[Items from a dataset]
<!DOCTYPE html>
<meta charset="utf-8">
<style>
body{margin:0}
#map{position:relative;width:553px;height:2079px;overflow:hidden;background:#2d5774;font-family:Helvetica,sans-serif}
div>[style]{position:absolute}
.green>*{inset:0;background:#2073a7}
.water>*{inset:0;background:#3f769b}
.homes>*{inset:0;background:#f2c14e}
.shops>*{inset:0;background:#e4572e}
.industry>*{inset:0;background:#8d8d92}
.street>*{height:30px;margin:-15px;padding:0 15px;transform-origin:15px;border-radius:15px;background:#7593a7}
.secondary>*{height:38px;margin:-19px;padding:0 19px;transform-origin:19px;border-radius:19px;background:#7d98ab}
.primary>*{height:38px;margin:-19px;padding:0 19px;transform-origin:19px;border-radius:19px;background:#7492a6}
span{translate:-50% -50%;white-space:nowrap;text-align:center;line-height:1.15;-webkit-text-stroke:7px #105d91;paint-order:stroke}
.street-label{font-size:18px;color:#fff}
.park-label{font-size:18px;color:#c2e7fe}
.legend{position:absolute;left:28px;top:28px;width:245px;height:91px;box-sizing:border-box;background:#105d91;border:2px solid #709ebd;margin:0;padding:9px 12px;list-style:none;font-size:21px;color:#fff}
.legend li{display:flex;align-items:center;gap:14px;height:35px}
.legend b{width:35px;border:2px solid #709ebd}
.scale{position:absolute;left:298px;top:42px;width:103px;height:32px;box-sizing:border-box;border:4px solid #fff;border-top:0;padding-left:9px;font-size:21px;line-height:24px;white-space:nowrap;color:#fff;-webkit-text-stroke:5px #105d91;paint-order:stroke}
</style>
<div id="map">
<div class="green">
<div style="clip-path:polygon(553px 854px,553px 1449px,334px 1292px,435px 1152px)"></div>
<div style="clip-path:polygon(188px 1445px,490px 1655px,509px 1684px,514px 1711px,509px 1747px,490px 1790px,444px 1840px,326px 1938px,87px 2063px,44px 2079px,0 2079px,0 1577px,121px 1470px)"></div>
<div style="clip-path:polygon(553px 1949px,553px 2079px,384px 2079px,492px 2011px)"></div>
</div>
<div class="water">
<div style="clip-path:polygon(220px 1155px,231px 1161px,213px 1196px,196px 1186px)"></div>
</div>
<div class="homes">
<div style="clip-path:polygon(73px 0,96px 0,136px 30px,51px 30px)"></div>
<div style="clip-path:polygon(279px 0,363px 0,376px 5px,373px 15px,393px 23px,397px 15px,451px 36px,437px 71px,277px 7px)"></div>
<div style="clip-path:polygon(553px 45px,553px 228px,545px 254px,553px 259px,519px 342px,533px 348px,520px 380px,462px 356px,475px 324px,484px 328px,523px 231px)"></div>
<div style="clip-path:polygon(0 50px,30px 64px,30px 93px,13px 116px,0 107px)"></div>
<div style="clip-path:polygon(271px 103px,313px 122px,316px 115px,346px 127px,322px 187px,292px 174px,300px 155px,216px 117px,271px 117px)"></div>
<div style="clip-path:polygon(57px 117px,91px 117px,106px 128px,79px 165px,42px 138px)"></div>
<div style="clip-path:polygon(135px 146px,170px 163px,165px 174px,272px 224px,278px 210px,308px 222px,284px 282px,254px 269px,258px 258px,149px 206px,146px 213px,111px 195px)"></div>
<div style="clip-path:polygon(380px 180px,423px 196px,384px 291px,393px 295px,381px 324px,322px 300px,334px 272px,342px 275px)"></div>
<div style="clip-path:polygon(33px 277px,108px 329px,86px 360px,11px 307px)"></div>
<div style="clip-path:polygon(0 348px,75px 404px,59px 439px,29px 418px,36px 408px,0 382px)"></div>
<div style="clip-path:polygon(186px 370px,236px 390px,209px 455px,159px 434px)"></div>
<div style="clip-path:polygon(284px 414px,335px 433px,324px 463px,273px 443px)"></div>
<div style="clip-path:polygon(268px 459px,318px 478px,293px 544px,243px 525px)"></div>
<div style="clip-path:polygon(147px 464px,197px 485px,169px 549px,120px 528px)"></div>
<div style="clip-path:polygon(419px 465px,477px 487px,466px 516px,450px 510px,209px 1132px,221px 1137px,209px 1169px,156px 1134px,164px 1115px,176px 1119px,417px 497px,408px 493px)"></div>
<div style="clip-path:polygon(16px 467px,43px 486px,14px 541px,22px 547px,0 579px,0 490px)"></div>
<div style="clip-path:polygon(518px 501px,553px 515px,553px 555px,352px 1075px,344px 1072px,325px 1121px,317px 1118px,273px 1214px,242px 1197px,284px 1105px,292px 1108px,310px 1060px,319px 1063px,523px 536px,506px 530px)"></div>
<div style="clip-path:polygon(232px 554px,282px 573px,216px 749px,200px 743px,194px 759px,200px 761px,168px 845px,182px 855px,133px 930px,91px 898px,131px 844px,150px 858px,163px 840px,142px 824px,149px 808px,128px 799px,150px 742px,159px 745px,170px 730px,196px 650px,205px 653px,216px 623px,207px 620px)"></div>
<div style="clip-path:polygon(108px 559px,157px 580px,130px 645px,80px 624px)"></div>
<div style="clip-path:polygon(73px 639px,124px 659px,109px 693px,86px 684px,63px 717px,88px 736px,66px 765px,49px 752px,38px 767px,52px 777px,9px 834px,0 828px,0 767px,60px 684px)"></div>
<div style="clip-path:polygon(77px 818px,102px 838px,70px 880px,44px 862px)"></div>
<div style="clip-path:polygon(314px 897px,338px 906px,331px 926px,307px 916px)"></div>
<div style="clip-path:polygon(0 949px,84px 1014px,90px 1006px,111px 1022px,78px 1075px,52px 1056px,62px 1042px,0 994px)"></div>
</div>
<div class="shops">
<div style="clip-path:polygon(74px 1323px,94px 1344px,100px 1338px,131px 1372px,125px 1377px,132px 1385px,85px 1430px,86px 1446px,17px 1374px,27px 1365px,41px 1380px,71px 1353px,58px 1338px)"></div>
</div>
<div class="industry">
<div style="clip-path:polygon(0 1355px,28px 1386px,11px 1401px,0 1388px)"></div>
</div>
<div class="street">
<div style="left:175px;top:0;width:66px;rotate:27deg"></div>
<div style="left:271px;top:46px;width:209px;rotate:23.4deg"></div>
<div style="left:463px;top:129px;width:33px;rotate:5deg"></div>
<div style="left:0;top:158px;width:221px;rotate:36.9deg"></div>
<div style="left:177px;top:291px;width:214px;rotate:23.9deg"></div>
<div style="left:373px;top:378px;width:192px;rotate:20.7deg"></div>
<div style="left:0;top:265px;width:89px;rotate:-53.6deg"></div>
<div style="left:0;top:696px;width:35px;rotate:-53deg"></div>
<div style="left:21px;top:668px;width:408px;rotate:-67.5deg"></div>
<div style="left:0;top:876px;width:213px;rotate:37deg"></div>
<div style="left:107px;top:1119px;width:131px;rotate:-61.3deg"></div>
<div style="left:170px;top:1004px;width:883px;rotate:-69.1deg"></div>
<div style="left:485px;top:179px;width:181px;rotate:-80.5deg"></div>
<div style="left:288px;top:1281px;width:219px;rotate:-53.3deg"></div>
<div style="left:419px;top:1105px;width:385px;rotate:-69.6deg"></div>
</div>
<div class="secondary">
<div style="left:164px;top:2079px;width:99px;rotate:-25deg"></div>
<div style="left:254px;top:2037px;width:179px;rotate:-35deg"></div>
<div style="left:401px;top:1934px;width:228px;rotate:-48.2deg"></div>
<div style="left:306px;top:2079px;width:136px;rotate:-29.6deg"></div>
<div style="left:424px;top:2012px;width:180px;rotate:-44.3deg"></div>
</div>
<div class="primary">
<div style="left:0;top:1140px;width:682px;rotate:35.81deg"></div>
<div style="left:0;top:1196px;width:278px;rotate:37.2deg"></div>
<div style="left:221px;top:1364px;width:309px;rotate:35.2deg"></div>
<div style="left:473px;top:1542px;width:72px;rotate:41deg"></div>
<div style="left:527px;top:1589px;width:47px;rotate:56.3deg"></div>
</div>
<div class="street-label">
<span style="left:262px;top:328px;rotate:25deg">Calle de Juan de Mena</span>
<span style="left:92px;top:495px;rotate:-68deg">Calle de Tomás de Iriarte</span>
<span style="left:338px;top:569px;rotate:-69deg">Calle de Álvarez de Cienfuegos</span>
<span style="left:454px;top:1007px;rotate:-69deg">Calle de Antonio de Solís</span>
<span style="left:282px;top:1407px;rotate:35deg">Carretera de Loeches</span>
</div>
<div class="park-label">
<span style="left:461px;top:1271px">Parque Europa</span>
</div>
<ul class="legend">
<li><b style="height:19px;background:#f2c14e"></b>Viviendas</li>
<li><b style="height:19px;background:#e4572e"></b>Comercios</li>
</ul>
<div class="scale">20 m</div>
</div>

> [Task]: From the records above, extract exactly and only the lines that begin at the line with "1155px,231px 1161px,213px 1196px,196px" and stop after the line with "465px,477px 487px,466px 516px,450px".

> [Written response]:
<div style="clip-path:polygon(220px 1155px,231px 1161px,213px 1196px,196px 1186px)"></div>
</div>
<div class="homes">
<div style="clip-path:polygon(73px 0,96px 0,136px 30px,51px 30px)"></div>
<div style="clip-path:polygon(279px 0,363px 0,376px 5px,373px 15px,393px 23px,397px 15px,451px 36px,437px 71px,277px 7px)"></div>
<div style="clip-path:polygon(553px 45px,553px 228px,545px 254px,553px 259px,519px 342px,533px 348px,520px 380px,462px 356px,475px 324px,484px 328px,523px 231px)"></div>
<div style="clip-path:polygon(0 50px,30px 64px,30px 93px,13px 116px,0 107px)"></div>
<div style="clip-path:polygon(271px 103px,313px 122px,316px 115px,346px 127px,322px 187px,292px 174px,300px 155px,216px 117px,271px 117px)"></div>
<div style="clip-path:polygon(57px 117px,91px 117px,106px 128px,79px 165px,42px 138px)"></div>
<div style="clip-path:polygon(135px 146px,170px 163px,165px 174px,272px 224px,278px 210px,308px 222px,284px 282px,254px 269px,258px 258px,149px 206px,146px 213px,111px 195px)"></div>
<div style="clip-path:polygon(380px 180px,423px 196px,384px 291px,393px 295px,381px 324px,322px 300px,334px 272px,342px 275px)"></div>
<div style="clip-path:polygon(33px 277px,108px 329px,86px 360px,11px 307px)"></div>
<div style="clip-path:polygon(0 348px,75px 404px,59px 439px,29px 418px,36px 408px,0 382px)"></div>
<div style="clip-path:polygon(186px 370px,236px 390px,209px 455px,159px 434px)"></div>
<div style="clip-path:polygon(284px 414px,335px 433px,324px 463px,273px 443px)"></div>
<div style="clip-path:polygon(268px 459px,318px 478px,293px 544px,243px 525px)"></div>
<div style="clip-path:polygon(147px 464px,197px 485px,169px 549px,120px 528px)"></div>
<div style="clip-path:polygon(419px 465px,477px 487px,466px 516px,450px 510px,209px 1132px,221px 1137px,209px 1169px,156px 1134px,164px 1115px,176px 1119px,417px 497px,408px 493px)"></div>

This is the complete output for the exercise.